Experts who spoke to Al-Monitor aren’t convinced that the Kurdish People’s Protection Units (YPG) that led the fight to retake Raqqa from IS will want to integrate into units to defend Arab towns from a regenerated militant group.
“At the end of the day, this project was primarily compelled, propelled, by the US and international coalition agenda of defeating IS. The core objective of the Syrian Kurds is otherwise,” said Linda Robinson, a senior researcher at the RAND Corporation. “There was no exit strategy planned that would acknowledge the core fact that the Syrian Kurds care about their area.”
US officials have also questioned the military effectiveness of the group as it pushed deep into the IS stronghold of the Euphrates River Valley over the past year.
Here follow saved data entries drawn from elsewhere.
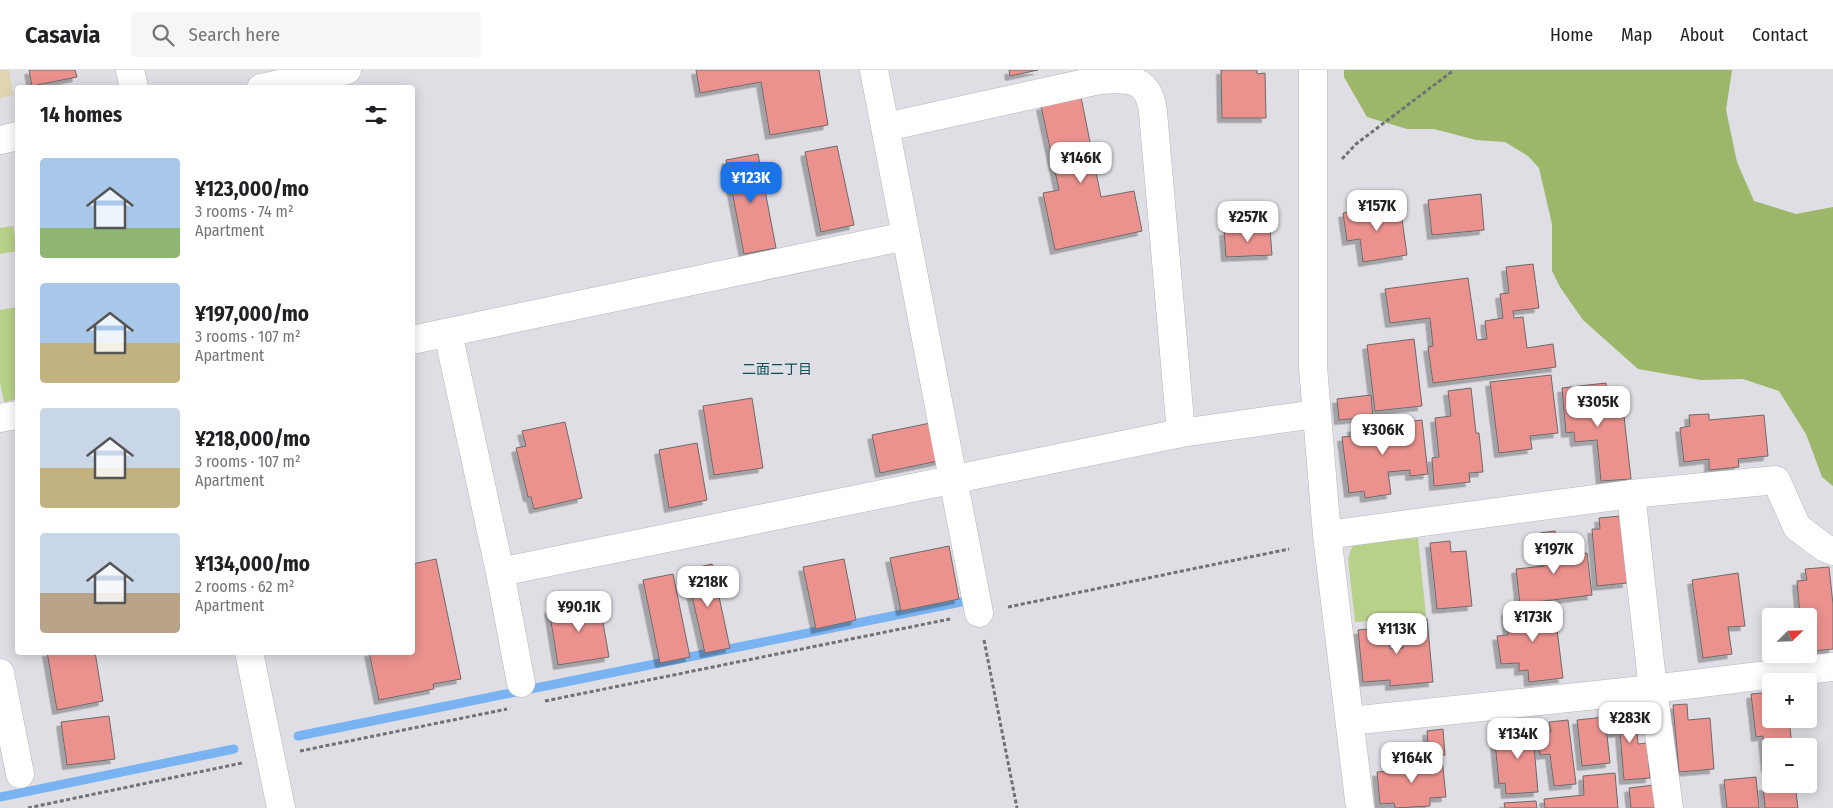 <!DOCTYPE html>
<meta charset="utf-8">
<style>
:root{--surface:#fff;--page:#f6f6f6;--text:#202124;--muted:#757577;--line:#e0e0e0;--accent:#1a73e8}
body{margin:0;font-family:"Fira Sans Condensed","Noto Sans JP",sans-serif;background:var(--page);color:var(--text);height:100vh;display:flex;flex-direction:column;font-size:19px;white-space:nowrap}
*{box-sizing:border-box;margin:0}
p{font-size:16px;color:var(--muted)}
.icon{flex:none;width:28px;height:28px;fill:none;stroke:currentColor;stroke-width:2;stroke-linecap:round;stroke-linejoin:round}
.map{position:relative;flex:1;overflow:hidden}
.sheet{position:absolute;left:15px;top:15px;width:400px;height:570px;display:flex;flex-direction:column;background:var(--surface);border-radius:5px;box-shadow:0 2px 12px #0003}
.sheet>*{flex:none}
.needle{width:32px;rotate:67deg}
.fabs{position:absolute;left:1762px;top:538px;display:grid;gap:10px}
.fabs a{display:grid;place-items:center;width:55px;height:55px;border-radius:5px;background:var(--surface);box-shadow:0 2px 12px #0003;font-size:25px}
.price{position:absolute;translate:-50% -42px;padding:0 11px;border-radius:10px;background:#fff;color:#222;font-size:16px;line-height:32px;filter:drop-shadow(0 1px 2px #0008)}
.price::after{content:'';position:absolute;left:50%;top:30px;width:15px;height:11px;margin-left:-8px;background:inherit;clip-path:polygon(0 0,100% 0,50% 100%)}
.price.active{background:var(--accent);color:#fff}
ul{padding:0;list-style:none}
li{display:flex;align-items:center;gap:15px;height:125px;padding:0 25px}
li span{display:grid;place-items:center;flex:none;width:140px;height:100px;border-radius:5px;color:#555}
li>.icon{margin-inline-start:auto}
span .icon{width:60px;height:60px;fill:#fffc;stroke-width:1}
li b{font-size:21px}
h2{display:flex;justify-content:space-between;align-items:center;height:60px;padding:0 25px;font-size:21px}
header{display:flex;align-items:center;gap:30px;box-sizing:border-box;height:70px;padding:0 25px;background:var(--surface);border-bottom:1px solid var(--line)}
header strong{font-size:24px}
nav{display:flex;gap:28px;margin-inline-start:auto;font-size:18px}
.search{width:350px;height:45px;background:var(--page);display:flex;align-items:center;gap:12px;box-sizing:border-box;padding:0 18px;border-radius:5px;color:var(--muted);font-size:19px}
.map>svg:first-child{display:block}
.green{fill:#b7d189}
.forest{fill:#9cb769}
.sand{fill:#dfd5b1}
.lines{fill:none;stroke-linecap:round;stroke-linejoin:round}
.stream{stroke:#7ab3f1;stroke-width:9}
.building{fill:#eb928f;stroke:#6f6968;filter:url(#shadow)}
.minor-casing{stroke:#b6b6bc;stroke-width:29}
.path{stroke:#717175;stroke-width:3;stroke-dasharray:4 2.5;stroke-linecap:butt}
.minor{stroke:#fff;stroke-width:28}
.labels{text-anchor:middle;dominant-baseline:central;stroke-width:4.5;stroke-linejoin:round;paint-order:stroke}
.neighbourhood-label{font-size:14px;fill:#124d57;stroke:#dedee4}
</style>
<header>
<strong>Casavia</strong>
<div class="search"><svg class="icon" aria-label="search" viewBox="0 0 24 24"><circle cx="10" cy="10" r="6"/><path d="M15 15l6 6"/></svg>Search here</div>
<nav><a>Home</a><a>Map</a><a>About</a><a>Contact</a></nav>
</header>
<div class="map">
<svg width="1833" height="738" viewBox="0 0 1833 738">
<defs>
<filter id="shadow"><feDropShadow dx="-4.5" dy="4.5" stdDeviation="0" flood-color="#0004"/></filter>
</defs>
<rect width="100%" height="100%" fill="#dedee4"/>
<path class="green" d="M13,156L17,181L0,184V158Z
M17,237V329L4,332L0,312V240Z
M1418,468L1426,546L1355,552L1348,489L1352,477L1358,473Z"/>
<path class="forest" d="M1344,0H1732L1726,40L1737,92L1754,131L1796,144L1833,137V416L1822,407L1806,364L1779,321L1743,309L1701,310L1638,299L1583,250L1560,217L1552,201V154L1539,98L1528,86L1505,72L1476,70L1434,59H1407L1367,47L1344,7Z"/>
<path class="sand" d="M0,0H9L13,25L0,28Z"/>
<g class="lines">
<path class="stream" d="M298,666L961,532
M0,727L234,679"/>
</g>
<path class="building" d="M29,0H75L77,7L32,16Z
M696,0H819L828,55L770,65L761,12L700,23Z
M1009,0H1038L1010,6Z
M1221,0H1257V4L1265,3L1266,48H1222Z
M1081,27L1101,127L1134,121L1142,161L1055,180L1043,123L1059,120L1041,36Z
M837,76L854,155L821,162L805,82Z
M758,84L776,178L744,184L726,90Z
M1481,124L1484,160L1432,165L1428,130Z
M1400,135L1407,185L1363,192L1360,169L1347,171L1343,143Z
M1270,159L1272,185L1226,187L1224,161Z
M1533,194L1539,238L1513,241L1514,248L1523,247L1527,278L1553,274L1556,297L1433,313L1428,277L1433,276L1430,248L1390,253L1385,219L1468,208L1477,270L1487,269L1485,251L1503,248L1500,224L1509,223L1506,197Z
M1414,269L1422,336L1375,341L1367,275Z
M1551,305L1558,363L1530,366L1532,379L1499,383L1490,312Z
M1606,313L1609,348L1624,346L1631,409L1601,411L1597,370L1575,372L1574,362L1566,363L1562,318Z
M1471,318L1476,363H1479L1483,402L1469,403L1470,412L1434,416L1432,388L1439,387L1435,348L1451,346L1448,321Z
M1371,325L1373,347L1339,350L1337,329Z
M752,328L763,398L714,405L703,336Z
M1709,344V350L1764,345L1768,386L1738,389L1739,397L1709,400V389L1684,392L1680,358L1690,356L1689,345Z
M1422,350L1428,404L1410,406V400L1388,402L1391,424L1365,428L1364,421L1349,423L1342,367L1353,366L1352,358Z
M565,352L582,428L534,439L531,427H528L516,378L526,376L522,361Z
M935,352L943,390L880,403L872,365Z
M697,373L707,430L669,438L659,380Z
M1621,446L1627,513L1597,516L1592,459H1600L1599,448Z
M1555,461L1558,487L1587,483L1592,525L1520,534L1516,499L1544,496L1540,463Z
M1450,471L1451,482L1466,481L1472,536L1437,539L1430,473Z
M949,476L959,529L901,541L890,488Z
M436,489L461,609L433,614L434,619L379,630L369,582H412V494Z
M844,489L856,550L816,559L803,497Z
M712,494L730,578L705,583L686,500Z
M1829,497L1833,534V579L1812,581L1809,547L1800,546L1797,511L1807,510L1805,499Z
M1738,503L1745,556L1728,557L1732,584L1703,588L1692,510Z
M673,504L690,587L660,593L643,510Z
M599,530L609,587L558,595L549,539Z
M1554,535L1563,608L1529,612L1528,600L1519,601V593L1501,594L1497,566L1508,565L1506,541Z
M1427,549L1433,612L1390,616V610L1363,612L1358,560L1382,558L1383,568L1388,567L1390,579L1403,578L1400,551Z
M47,582H95L103,631L57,640Z
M1771,622V649H1789L1792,676H1771V698H1766L1763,666L1756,667L1751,624Z
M1687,634L1688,650L1710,648L1714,699L1679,702L1673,635Z
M1635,636L1638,674L1647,673L1650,708L1624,710L1620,662L1612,663L1610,638Z
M109,646L115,689L67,695L61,652Z
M1605,647L1610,693L1582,696L1577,650Z
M1568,650L1576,714L1554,716L1550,684L1540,685L1537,664L1551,662L1549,652Z
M1532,653L1538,722L1506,724L1505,713L1499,714L1495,672L1509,671L1508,655Z
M1443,659L1445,685L1429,686L1427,661Z
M1442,688L1446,727L1430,728V736L1395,738L1394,733L1380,734L1377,702L1392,701V692L1413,690V697L1430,696L1429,689Z
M1615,703L1618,738H1545L1544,729L1584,725L1583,706Z
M1756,707L1759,738H1727L1724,710Z
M1768,707H1771V714H1795L1798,738H1765L1763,716H1768Z
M1654,715L1656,738H1631L1629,718Z
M1536,731L1537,738H1505L1504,733Z"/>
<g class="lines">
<defs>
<path id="minor" d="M130,0L134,18
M874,0L979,543
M1313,0V297L1327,465L1360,738
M261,18L347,0
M886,57L1099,10C1129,8 1149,7 1153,42L1181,363
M0,70L18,66
M448,263L500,502L1181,363L1316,344
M412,270L906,166
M0,348L18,345
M1631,424L1653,619L1669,738
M1327,465L1631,424L1776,410L1797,457L1825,478L1833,481
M500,502L521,613
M249,582L281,738
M0,603L20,704
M1350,651L1653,619L1833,597"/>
</defs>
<use href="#minor" class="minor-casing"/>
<path class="path" d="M1342,89L1356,74L1454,0
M1008,537L1289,479
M984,570L1017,738
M545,631L950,549
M300,681L507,639
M28,738L242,693"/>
<use href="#minor" class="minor"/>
</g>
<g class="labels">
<g class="neighbourhood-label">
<text x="777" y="299">二面二丁目</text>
</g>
</g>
</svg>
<div class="fabs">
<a><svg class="needle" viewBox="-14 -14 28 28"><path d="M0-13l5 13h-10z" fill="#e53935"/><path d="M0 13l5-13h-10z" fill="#757577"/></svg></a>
<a>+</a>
<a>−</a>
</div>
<b class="price" style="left:1081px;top:114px">¥146K</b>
<b class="price active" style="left:751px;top:134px">¥123K</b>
<b class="price" style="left:1377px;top:162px">¥157K</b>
<b class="price" style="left:1248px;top:173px">¥257K</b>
<b class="price" style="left:1598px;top:358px">¥305K</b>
<b class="price" style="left:1383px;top:386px">¥306K</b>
<b class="price" style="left:1554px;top:505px">¥197K</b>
<b class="price" style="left:708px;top:538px">¥218K</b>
<b class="price" style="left:579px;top:563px">¥90.1K</b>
<b class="price" style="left:1533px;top:573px">¥173K</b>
<b class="price" style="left:1397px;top:585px">¥113K</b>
<b class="price" style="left:1630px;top:674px">¥283K</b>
<b class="price" style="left:1518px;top:690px">¥134K</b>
<b class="price" style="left:1412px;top:714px">¥164K</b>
<section class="sheet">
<h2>14 homes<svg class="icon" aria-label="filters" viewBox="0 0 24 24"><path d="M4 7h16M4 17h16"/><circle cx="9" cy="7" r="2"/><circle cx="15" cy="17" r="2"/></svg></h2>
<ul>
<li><span style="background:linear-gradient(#a9c7e8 70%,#8fb573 0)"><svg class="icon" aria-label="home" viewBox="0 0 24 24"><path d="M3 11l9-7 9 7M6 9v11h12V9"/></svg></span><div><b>¥123,000/mo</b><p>3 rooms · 74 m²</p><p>Apartment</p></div></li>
<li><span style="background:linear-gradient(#a9c7e8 60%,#c2b280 0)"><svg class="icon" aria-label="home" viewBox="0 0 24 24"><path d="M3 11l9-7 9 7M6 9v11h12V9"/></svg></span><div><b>¥197,000/mo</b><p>3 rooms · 107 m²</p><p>Apartment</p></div></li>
<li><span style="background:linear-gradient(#c9d6e8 60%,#c2b280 0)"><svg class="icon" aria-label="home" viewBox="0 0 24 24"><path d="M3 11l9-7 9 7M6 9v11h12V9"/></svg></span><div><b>¥218,000/mo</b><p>3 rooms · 107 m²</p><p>Apartment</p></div></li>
<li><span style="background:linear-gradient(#c9d6e8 60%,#b9a48a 0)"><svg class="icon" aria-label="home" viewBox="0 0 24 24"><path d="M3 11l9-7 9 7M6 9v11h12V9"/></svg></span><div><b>¥134,000/mo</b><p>2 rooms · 62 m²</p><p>Apartment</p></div></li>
</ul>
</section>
</div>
A senior US official told journalist Hassan Hassan that Kurdish leaders “were not keen” to fight in Deir ez-Zor province, outside of their ancestral homeland.
Questions remain about whether the Arab and Kurdish factions of the group can stay together. A US official who spoke to Al-Monitor cautioned that the SDF “is not monolithic in its breakdown” and factionalism in the group between the dominant Kurdish-backed YPG and Arab forces could complicate the coming withdrawal for American forces on the ground.
The US official said American troops won’t be able to withdraw safely if the SDF is disbanding. In an ideal situation, the official said, the SDF could eventually go away and be integrated into local security councils.
At the same time, the Pentagon has publicly warned the SDF not to court the Assad regime if it hopes to receive US support. The commander of US forces in Iraq and Syria, Army Lt. Gen. Paul LaCamera, warned this week that elements of the SDF that sought to make a deal with Assad’s regime would no longer enjoy US support.
But Ilham Ahmed, the co-chair of the political wing of the SDF, told Al-Monitor during a Washington visit in January that American officials had encouraged the group to seek out the Syrian regime for talks. Ahmed was in London this week to seek support from British officials, but her visit was stymied by UK policy, which prevents members of her Syrian Kurdish party from appearing on government premises.
Members of the group who spoke to Al-Monitor last month said that US air power had prevented potential attacks on the group, such as in Afrin, where Turkish airstrikes against civilians last year forced Kurdish fighters to retreat after they defeated IS there.
Even as Washington has sought to complete the troop withdrawal by April, US airstrikes have continued apace. Between Jan. 27 and Feb. 9, the US-led coalition conducted 179 strikes against IS targets, Central Command reported.